Entries supplied
»»

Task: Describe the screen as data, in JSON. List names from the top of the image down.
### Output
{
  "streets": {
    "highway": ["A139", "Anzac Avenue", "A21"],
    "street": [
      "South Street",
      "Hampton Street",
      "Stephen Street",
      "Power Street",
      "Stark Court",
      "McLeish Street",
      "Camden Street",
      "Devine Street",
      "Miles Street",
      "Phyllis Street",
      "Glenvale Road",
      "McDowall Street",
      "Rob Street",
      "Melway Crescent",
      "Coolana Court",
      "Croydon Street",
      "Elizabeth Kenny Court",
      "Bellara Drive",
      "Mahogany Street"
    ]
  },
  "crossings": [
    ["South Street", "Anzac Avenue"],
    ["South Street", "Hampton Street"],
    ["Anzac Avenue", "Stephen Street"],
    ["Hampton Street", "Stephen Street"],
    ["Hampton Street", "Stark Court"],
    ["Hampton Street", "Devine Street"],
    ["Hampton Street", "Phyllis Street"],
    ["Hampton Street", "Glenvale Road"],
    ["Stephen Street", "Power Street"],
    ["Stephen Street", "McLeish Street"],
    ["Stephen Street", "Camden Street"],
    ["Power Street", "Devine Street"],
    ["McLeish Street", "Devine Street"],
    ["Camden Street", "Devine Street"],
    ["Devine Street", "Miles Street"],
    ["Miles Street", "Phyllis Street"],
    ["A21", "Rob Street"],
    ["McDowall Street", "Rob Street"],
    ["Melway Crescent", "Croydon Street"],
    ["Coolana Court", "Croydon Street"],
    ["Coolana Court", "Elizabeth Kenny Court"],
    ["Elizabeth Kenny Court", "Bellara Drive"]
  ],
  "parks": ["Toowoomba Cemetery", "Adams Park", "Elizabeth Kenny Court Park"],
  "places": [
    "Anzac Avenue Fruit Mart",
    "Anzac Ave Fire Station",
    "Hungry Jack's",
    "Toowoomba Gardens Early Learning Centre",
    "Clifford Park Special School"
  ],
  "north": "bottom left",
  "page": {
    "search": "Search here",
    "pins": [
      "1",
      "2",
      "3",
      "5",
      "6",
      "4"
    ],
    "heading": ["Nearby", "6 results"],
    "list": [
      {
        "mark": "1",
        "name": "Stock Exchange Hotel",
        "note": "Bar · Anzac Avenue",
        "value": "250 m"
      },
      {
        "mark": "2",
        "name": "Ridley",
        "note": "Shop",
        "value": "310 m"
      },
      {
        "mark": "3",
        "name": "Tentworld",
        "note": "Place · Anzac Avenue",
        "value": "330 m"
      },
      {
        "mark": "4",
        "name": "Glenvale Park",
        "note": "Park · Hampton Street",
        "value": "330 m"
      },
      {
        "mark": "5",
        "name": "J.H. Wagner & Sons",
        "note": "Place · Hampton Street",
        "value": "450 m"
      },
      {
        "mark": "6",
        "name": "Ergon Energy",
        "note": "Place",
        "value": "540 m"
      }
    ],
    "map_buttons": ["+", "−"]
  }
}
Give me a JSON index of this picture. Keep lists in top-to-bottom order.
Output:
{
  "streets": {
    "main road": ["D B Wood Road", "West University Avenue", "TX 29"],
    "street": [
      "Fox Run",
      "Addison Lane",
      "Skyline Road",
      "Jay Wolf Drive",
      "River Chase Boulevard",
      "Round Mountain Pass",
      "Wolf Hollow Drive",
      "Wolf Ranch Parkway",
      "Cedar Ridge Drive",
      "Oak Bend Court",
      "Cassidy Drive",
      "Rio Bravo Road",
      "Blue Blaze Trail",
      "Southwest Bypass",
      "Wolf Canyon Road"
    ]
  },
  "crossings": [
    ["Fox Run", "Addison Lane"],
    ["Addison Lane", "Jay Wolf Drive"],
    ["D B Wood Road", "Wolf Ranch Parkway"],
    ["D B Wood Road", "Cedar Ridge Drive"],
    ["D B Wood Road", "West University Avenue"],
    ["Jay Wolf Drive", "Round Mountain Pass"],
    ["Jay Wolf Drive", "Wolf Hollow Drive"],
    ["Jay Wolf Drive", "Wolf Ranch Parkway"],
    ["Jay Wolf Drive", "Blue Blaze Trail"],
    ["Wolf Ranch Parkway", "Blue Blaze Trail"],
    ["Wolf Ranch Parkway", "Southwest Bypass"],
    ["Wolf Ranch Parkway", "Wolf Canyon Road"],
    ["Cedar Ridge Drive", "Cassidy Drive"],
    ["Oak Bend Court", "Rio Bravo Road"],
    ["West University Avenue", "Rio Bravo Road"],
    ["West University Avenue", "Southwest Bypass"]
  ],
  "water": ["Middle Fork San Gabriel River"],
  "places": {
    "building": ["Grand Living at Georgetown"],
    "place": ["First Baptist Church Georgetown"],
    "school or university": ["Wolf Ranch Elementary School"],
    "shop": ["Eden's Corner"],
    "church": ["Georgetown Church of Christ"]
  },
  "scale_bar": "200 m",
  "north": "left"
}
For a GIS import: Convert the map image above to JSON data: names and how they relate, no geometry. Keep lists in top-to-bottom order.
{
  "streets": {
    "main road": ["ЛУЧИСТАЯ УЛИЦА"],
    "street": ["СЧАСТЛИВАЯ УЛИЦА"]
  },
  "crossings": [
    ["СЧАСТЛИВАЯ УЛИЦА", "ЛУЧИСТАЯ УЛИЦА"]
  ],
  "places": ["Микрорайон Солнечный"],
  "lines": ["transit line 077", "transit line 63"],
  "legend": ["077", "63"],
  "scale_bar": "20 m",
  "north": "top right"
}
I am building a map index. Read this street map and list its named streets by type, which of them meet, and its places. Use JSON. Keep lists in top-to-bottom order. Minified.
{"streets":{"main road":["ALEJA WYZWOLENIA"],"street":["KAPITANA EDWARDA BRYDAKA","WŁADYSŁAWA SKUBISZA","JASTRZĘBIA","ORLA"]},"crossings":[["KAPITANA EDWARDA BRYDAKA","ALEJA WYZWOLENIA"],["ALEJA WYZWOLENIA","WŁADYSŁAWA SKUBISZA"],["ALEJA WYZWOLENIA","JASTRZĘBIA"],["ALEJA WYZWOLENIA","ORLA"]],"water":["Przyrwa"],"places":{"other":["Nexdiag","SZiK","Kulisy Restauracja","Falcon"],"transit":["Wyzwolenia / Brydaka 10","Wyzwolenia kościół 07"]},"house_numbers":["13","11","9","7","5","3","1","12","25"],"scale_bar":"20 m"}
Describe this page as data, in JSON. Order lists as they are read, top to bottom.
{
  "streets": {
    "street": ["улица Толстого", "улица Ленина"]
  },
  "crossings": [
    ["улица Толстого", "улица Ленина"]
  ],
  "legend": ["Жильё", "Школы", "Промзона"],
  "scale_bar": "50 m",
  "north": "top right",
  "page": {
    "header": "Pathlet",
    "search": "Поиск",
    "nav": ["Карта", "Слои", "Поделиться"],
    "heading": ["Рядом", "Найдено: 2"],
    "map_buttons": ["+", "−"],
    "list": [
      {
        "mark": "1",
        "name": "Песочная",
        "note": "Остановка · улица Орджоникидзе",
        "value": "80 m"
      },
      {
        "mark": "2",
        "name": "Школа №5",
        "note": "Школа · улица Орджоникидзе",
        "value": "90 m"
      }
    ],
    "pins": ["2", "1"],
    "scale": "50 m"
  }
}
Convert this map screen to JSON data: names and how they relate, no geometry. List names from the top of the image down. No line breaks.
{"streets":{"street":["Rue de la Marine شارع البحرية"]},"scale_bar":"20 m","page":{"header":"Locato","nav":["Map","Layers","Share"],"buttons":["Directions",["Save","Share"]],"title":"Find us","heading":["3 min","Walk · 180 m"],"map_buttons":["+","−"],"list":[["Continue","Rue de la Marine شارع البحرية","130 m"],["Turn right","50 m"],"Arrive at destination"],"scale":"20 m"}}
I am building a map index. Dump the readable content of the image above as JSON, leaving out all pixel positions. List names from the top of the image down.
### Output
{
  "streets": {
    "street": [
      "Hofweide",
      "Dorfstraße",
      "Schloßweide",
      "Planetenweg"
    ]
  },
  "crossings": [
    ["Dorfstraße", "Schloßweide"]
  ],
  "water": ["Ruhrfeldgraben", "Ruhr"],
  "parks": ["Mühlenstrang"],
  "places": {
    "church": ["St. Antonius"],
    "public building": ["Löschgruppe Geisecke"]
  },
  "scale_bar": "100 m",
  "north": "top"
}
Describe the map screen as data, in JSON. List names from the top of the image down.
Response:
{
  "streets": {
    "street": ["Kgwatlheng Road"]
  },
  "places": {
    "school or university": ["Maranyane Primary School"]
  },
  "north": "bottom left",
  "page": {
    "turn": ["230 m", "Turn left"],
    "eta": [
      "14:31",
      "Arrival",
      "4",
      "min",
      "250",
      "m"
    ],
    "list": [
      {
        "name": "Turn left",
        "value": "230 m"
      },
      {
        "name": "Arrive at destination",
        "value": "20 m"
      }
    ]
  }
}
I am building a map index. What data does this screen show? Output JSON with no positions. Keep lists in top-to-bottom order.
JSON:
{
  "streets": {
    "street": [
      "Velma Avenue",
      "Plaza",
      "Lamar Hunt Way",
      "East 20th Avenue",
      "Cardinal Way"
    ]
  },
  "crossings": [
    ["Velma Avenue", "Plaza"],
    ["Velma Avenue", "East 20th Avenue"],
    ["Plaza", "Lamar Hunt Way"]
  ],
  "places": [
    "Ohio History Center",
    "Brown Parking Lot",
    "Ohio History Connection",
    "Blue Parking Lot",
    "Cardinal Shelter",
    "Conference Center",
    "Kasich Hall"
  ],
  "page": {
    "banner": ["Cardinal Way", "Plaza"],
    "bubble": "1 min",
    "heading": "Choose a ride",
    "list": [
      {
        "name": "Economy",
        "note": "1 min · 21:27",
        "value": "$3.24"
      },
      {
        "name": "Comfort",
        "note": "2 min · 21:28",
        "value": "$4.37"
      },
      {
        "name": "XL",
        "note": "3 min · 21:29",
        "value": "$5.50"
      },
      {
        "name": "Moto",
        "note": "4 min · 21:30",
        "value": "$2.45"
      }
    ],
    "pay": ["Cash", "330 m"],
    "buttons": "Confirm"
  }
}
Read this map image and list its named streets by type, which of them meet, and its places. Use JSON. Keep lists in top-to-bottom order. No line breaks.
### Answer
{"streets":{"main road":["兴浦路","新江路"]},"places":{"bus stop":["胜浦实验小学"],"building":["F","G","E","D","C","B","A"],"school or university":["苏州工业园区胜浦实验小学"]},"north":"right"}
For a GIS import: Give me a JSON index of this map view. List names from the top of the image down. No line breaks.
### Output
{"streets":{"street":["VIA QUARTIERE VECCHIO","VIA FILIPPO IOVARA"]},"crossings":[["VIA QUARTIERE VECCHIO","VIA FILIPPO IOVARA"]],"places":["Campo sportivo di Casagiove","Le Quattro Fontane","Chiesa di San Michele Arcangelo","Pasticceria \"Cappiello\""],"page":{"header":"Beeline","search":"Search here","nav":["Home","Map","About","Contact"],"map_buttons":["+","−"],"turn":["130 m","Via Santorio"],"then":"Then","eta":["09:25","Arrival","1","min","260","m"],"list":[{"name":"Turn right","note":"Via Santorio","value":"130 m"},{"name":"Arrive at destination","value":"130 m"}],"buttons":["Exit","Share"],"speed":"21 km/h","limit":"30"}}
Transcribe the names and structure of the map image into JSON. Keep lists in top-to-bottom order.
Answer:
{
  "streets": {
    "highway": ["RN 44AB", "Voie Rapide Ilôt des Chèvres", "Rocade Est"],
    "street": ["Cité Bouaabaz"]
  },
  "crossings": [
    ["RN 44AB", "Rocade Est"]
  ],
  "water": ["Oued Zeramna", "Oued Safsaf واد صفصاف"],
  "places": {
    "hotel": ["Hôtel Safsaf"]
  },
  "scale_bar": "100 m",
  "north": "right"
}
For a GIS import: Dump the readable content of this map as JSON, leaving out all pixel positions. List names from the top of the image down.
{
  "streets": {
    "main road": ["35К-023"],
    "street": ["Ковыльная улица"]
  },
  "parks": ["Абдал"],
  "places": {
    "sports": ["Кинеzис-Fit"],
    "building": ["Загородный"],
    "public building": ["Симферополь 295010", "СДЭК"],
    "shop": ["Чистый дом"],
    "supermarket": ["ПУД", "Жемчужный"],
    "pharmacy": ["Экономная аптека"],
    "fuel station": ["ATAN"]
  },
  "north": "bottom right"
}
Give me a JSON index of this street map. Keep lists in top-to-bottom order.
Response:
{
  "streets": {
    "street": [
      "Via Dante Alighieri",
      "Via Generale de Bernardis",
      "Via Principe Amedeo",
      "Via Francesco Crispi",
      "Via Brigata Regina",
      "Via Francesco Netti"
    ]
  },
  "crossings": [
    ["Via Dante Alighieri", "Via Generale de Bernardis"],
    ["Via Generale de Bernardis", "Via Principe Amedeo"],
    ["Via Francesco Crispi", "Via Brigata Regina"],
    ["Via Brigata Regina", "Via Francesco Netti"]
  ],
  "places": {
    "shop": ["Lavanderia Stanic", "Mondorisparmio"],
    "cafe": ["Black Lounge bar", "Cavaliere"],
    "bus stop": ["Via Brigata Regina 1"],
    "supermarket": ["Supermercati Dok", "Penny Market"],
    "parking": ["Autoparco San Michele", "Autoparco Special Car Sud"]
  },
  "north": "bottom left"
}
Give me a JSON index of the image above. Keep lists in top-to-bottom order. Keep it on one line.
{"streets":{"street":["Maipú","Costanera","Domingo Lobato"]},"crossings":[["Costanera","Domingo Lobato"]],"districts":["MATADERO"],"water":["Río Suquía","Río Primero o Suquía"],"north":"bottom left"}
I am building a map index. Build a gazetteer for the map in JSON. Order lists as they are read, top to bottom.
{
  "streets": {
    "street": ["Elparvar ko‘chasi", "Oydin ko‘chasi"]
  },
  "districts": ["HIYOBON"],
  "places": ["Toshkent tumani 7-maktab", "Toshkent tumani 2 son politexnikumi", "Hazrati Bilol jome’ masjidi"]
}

««

What to produce
Above are the entries. Copy exactly the part that opens with the line containing "For a GIS import: Dump" and closes with the line containing "Give me a JSON index of this street", and no more.

Task output
For a GIS import: Dump the readable content of this map as JSON, leaving out all pixel positions. List names from the top of the image down.
{
  "streets": {
    "main road": ["35К-023"],
    "street": ["Ковыльная улица"]
  },
  "parks": ["Абдал"],
  "places": {
    "sports": ["Кинеzис-Fit"],
    "building": ["Загородный"],
    "public building": ["Симферополь 295010", "СДЭК"],
    "shop": ["Чистый дом"],
    "supermarket": ["ПУД", "Жемчужный"],
    "pharmacy": ["Экономная аптека"],
    "fuel station": ["ATAN"]
  },
  "north": "bottom right"
}
Give me a JSON index of this street map. Keep lists in top-to-bottom order.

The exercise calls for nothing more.